You might consider filing for bankruptcy when your debts are such that you see no reasonable way to keep up with your payments. The purpose of bankruptcy is to give people (or companies or municipalities) a chance either to wipe out some of their financial obligations and start over with a clean slate, or to repay those obligations in a more affordable fashion.

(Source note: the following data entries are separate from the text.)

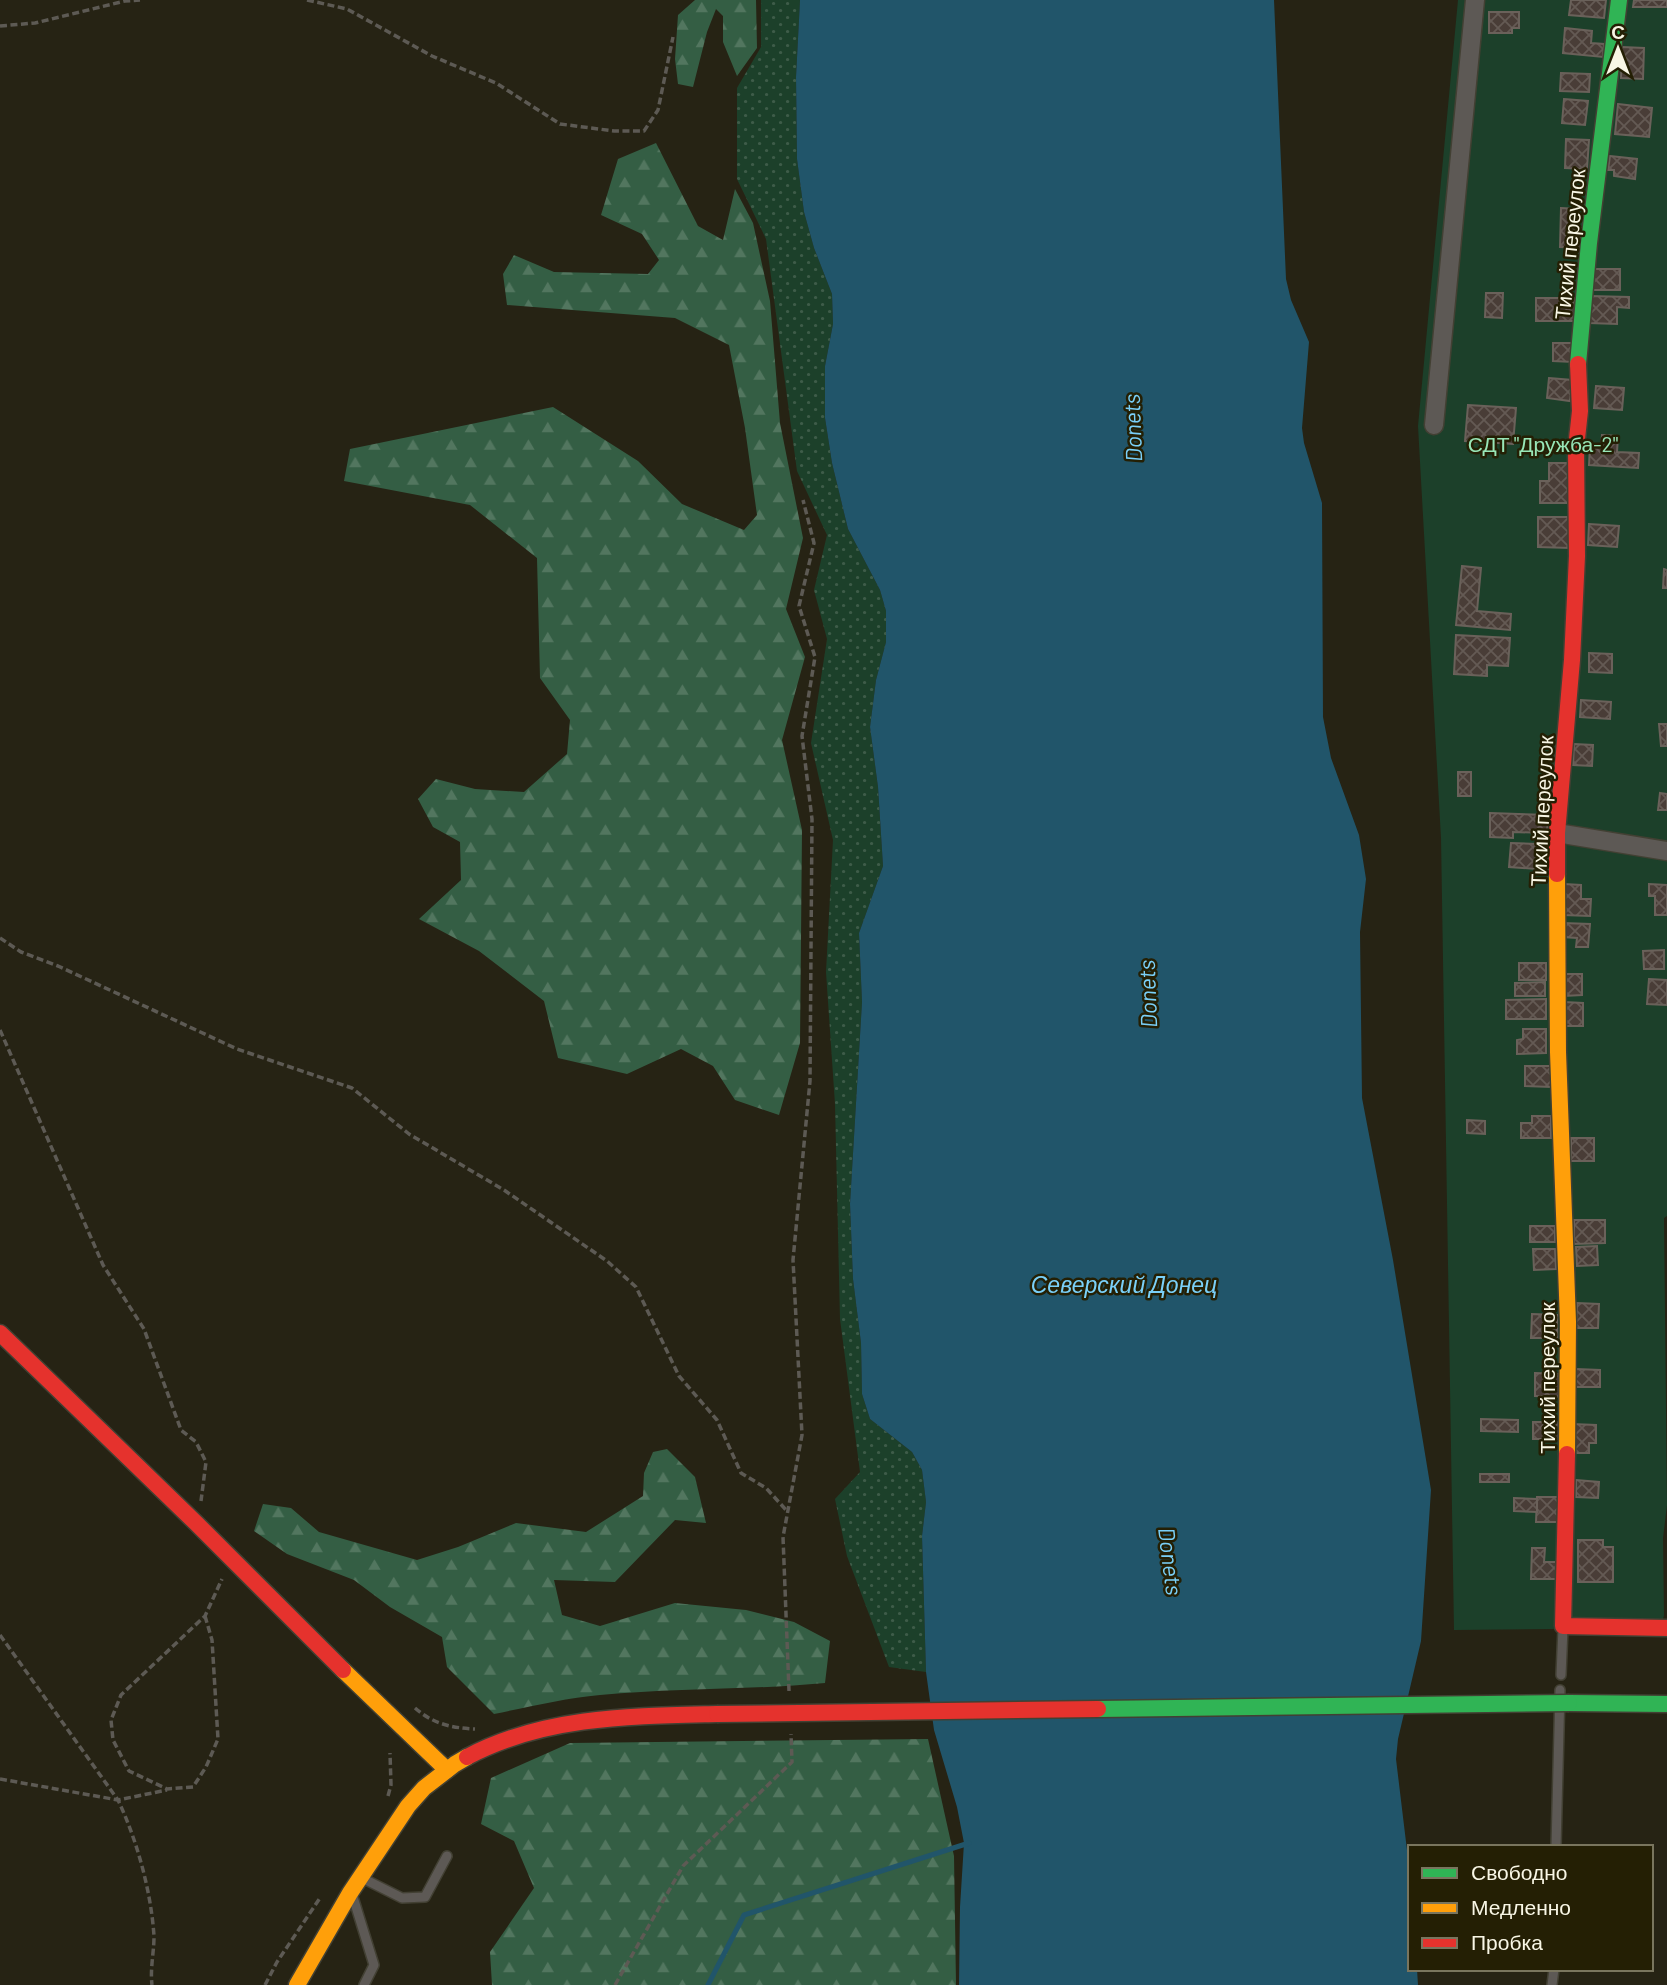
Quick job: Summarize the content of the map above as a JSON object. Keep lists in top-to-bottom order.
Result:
{
  "streets": {
    "street": ["Тихий переулок"]
  },
  "water": ["Donets", "Северский Донец"],
  "parks": ["СДТ \"Дружба-2\""],
  "legend": ["Свободно", "Медленно", "Пробка"],
  "north": "top"
}
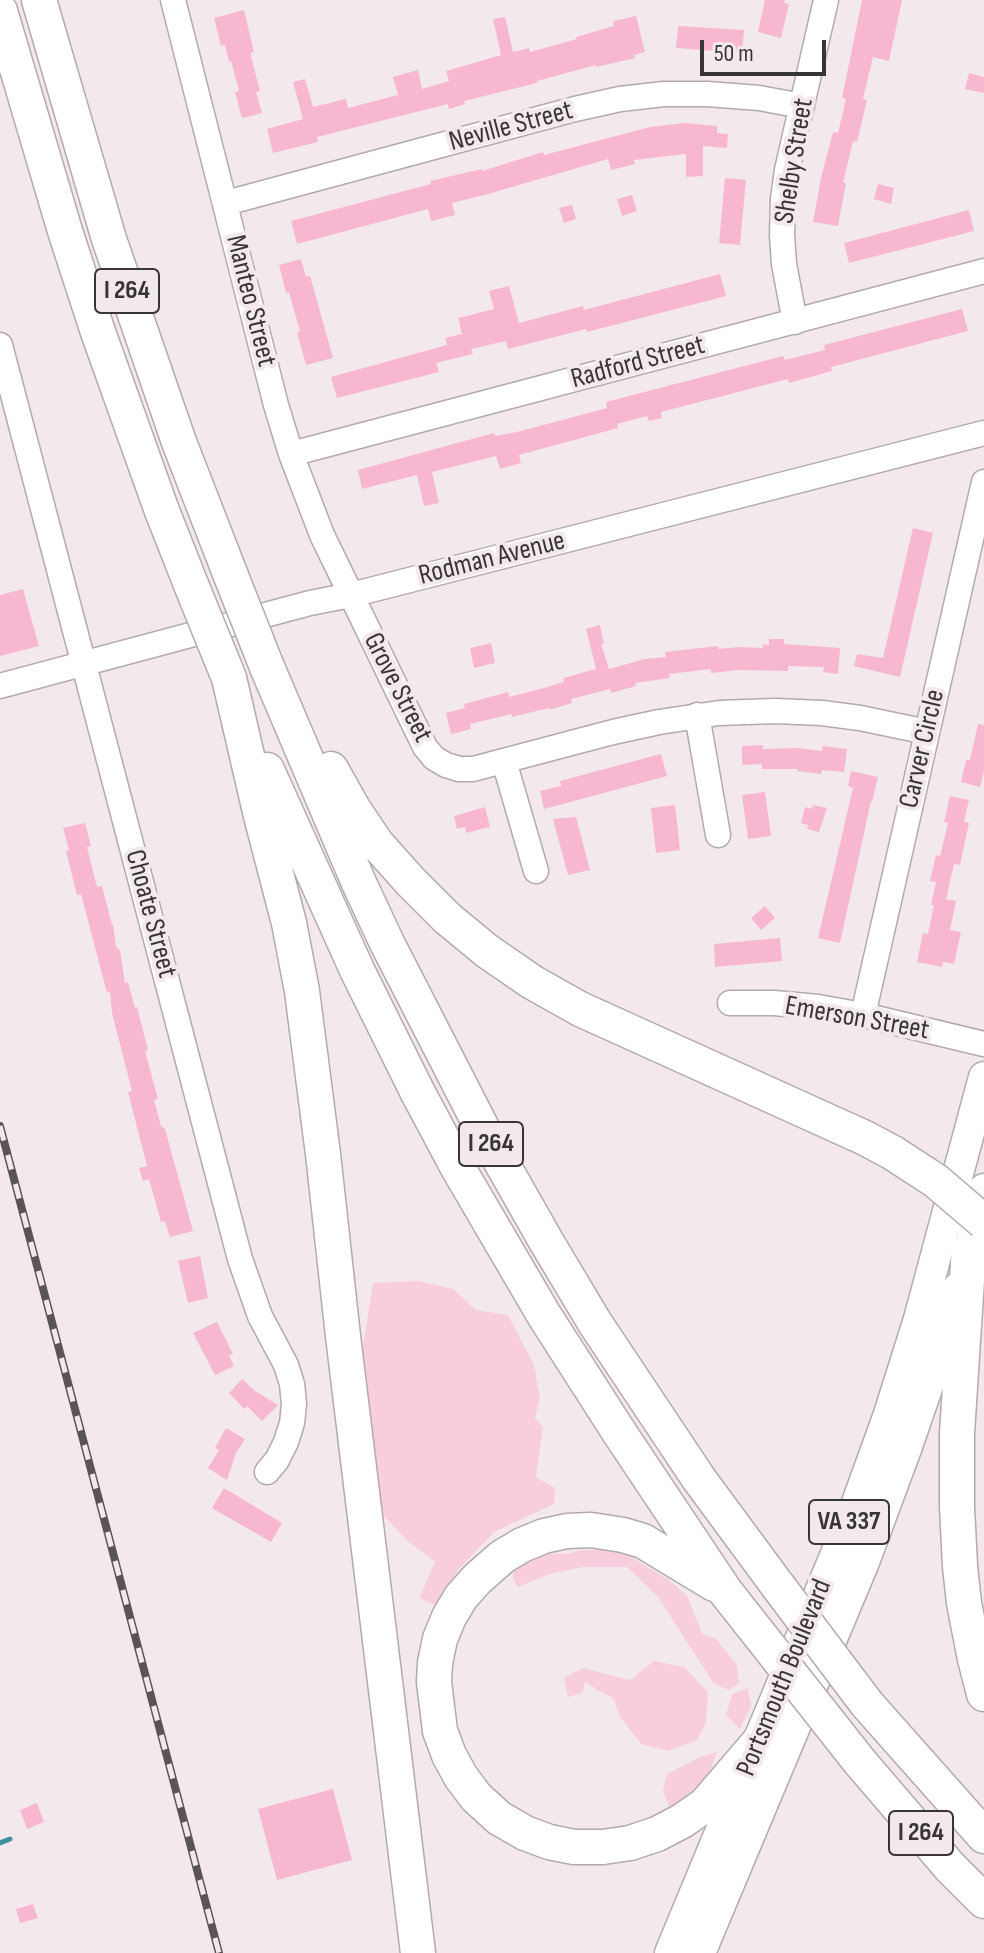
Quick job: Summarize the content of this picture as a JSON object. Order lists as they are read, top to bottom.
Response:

However, to be clear, bankruptcy is not an option to consider if your debt is fairly new, or if you're going through a temporary financial crisis that's likely to improve (such as being out of a job). There are consequences associated with filing for bankruptcy, and it's most certainly not a "get out of jail free" card. So you should really consider bankruptcy only as a last resort if you've tried paying off your debts but keep digging yourself deeper into a hole.
Types of bankruptcy
Bankruptcy isn't a one-size-fits-all solution. There are different chapters of bankruptcy that apply in different circumstances. If you're filing for a personal bankruptcy, your choices are Chapter 7 and Chapter 13.
Chapter 7 bankruptcy
Chapter 7 is a personal liquidation bankruptcy. Your non-exempt assets are sold off by a court-appointed trustee to pay your debts to the greatest extent possible, and from there, your remaining unsecured debts are eliminated. (The amount of assets you can exempt varies from state to state.) Unsecured debts are those without collateral behind them -- debts like credit card balances and medical bills.
Qualifying for Chapter 7 is harder than qualifying for Chapter 13 because you'll be subject to what's known as the means test. If your income is lower than the median income in your state for a household your size (meaning, based on the number of dependents you have), you'll pass the means test and be eligible for Chapter 7. If you don't pass the means test based on income alone, you can deduct certain expenses, such as taxes, mortgage payments, and child care, from your income to see if it comes in under the necessary threshold.